The thing is, only four nu metal bands played Woodstock ’99. (Twice as many jam bands were present!) And concurrent tours with lineups more firmly rooted in the angrier stuff didn’t suffer similar fates. In 2000, Metallica’s Summer Sanitarium Tour, which Korn and Kid Rock opened, did not burn, and neither did the 1999 Family Values Tour, where Korn and Limp Bizkit were joined by Staind, another band that reckoned loudly with emotional pain (before singer Aaron Lewis became a chud). Ozzfest ’99 — where Ozzy Osbourne brought Slipknot, System, Deftones, Fear Factory, Hed PE, Static-X, and others to play amphitheaters across North America — is remembered as a game changer, one of the best lineups in the tour’s long history. In limiting its purview to Lang’s festivals, Woodstock 99 jettisons valuable context. It doesn’t come up that Beastie Boys’ Ad Rock criticized the Woodstock ’99 promoters onstage at the VMAs the next month. We hear nothing about the problems more recent country-music festivals have had with drunken mischief and arrests, an issue that has come roaring back this summer along with venues reopening. Waves of death at EDM festivals in the 2010s go unmentioned. When Coachella is touted as the ethical alternative to the corporate shortsightedness forcing the riot that turned Woodstock ’99 into a historical tragedy, it is never mentioned that the Indio production has had its own well-documented struggles with sexual assault in its crowds. Woodstock 99 makes the events of that weekend in Rome, New York, seem like a confluence of horrors that could only have sprung from the climate of 1999, when in reality, we see a little of its hell every year.

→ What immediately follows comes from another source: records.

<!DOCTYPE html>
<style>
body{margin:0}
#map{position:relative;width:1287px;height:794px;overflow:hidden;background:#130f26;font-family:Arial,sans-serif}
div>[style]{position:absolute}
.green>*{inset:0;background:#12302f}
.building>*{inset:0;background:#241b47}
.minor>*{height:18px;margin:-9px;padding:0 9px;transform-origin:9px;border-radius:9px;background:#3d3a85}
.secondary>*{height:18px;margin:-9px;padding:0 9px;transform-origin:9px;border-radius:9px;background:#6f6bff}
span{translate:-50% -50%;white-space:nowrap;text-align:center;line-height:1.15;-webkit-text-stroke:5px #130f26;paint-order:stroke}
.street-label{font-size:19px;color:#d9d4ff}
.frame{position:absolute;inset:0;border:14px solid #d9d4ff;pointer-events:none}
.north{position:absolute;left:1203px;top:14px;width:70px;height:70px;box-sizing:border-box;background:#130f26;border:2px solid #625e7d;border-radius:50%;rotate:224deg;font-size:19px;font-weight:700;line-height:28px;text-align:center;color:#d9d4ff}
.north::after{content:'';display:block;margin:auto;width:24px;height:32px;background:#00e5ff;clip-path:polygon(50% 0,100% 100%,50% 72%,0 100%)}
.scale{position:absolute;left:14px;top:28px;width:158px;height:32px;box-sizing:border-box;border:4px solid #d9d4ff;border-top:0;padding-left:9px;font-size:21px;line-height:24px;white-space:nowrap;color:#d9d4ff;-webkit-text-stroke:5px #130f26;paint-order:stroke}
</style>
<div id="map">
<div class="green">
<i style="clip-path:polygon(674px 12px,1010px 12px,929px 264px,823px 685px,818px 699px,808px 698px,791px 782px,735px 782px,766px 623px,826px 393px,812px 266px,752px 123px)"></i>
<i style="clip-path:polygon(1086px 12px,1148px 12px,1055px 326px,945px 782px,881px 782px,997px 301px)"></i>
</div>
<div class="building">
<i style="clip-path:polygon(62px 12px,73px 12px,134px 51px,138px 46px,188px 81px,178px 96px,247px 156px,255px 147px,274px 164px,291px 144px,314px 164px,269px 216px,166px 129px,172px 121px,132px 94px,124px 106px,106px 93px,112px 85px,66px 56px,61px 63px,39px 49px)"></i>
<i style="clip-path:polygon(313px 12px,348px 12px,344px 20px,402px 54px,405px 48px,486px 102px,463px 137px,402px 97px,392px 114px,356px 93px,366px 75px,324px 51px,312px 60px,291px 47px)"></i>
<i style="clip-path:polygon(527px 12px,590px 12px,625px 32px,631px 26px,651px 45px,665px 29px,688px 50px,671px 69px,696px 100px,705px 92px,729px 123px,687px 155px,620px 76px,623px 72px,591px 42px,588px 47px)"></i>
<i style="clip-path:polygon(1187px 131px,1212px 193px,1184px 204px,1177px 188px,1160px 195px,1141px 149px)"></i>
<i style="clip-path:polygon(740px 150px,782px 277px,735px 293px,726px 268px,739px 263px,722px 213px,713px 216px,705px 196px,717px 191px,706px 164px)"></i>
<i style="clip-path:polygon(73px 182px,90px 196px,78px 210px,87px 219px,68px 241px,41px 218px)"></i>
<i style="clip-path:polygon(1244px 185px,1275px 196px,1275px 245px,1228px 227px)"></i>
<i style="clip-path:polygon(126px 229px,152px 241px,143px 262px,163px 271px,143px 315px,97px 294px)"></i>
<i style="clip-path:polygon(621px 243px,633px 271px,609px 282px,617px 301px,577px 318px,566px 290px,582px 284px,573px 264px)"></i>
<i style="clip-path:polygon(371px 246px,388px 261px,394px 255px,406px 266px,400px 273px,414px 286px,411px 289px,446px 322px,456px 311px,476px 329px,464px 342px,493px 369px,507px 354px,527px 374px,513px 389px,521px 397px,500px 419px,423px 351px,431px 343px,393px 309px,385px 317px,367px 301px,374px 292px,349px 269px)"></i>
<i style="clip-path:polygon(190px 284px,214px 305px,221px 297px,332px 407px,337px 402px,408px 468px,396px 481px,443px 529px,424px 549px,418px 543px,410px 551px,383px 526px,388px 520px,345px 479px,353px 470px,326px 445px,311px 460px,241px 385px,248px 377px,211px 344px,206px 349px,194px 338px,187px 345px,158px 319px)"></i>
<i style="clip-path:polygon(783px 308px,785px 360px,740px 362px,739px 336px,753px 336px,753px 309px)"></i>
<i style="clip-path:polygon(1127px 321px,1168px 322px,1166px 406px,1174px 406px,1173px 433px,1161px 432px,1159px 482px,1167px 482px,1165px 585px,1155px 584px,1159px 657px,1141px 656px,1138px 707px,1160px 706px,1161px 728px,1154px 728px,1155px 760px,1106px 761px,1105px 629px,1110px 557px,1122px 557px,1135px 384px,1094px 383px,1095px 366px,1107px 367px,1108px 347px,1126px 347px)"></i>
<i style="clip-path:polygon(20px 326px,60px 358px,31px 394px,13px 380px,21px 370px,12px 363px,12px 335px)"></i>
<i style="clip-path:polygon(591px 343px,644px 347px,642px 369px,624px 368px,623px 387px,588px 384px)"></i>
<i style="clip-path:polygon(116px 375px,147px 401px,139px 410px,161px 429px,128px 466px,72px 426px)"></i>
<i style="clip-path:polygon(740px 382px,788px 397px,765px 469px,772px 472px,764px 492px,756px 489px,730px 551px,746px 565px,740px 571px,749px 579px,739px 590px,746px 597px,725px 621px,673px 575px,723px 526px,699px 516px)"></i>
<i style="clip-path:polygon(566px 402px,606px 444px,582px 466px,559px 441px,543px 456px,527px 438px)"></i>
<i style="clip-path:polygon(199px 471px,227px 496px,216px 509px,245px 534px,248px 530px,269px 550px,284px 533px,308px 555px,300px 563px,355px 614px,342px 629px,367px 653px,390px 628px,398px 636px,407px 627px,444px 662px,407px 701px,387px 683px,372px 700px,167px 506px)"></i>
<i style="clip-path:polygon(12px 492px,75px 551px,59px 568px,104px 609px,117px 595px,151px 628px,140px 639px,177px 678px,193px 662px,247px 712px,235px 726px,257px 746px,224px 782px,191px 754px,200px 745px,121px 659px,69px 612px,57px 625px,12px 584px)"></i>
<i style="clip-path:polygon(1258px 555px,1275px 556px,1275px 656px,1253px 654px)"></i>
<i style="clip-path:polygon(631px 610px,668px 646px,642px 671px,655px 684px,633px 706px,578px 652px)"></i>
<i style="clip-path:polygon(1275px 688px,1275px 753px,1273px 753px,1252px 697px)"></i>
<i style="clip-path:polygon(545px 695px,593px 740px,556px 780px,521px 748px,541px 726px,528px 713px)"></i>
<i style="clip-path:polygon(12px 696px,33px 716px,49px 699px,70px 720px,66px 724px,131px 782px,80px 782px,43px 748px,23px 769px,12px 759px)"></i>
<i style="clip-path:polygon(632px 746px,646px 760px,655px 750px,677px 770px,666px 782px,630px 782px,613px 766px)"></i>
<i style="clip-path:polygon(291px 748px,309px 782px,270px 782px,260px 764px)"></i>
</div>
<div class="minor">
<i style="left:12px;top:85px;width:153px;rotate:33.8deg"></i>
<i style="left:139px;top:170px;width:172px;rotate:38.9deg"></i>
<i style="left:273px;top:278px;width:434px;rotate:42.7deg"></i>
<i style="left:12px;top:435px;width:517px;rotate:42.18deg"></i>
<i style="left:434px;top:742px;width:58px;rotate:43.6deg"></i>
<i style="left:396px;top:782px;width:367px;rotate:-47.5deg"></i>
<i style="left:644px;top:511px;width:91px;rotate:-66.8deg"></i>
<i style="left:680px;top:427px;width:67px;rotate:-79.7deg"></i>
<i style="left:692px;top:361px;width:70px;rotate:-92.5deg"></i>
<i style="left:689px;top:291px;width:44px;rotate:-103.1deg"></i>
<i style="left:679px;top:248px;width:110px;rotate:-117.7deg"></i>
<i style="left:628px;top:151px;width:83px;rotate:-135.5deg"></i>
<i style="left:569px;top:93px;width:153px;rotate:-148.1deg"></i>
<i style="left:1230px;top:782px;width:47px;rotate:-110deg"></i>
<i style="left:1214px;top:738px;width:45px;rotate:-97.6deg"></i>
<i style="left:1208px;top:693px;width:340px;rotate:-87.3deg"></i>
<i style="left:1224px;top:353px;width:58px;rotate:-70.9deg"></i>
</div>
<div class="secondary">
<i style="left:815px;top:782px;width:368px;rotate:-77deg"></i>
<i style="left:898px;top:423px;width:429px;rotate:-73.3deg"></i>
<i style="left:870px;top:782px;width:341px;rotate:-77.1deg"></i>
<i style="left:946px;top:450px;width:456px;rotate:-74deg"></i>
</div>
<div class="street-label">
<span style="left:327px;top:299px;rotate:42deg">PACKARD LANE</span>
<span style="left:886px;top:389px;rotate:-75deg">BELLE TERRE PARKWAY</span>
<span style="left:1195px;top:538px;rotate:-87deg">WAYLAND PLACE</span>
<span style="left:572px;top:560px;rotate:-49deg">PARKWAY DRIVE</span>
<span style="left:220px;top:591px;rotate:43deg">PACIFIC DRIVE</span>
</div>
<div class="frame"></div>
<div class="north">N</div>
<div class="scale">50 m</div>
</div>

But the message of the documentary isn’t “How do we make sure this never happens again?” It’s “Look at these naked morons.” At the end, you don’t feel much closer to the reasons why music about hurt feelings and breaking things swept the youth of the turn of the millennium. Instead, Woodstock 99 feels drunk on chaos. It’s tempting with a story like this, with art that’s considered to be low and serving a demographic unafraid to indulge its worse impulses, to stand at a safe altitude looking down our noses at the debauchery, as if we’re above it now. Ending Woodstock 99 with a happily ever after, celebrating the temperate climates and free water to be found on-site at Coachella, makes it sound like we’ve learned our lesson, but in a summer where music festivals are moving forward without a plan to mitigate the dangers of an ongoing pandemic, the sigh of relief at the end of Woodstock 99 feels frustratingly perpendicular to reality. If we’re not here to try to learn from the experience or to approach the music that soundtracked it with a fresher critical lens than the condescension, disdain, and bewilderment seen in the film; if this footage already lives on YouTube, where you can watch without suggestive editing; and if the entire story was reported inside and out literal decades ago, what are we here for?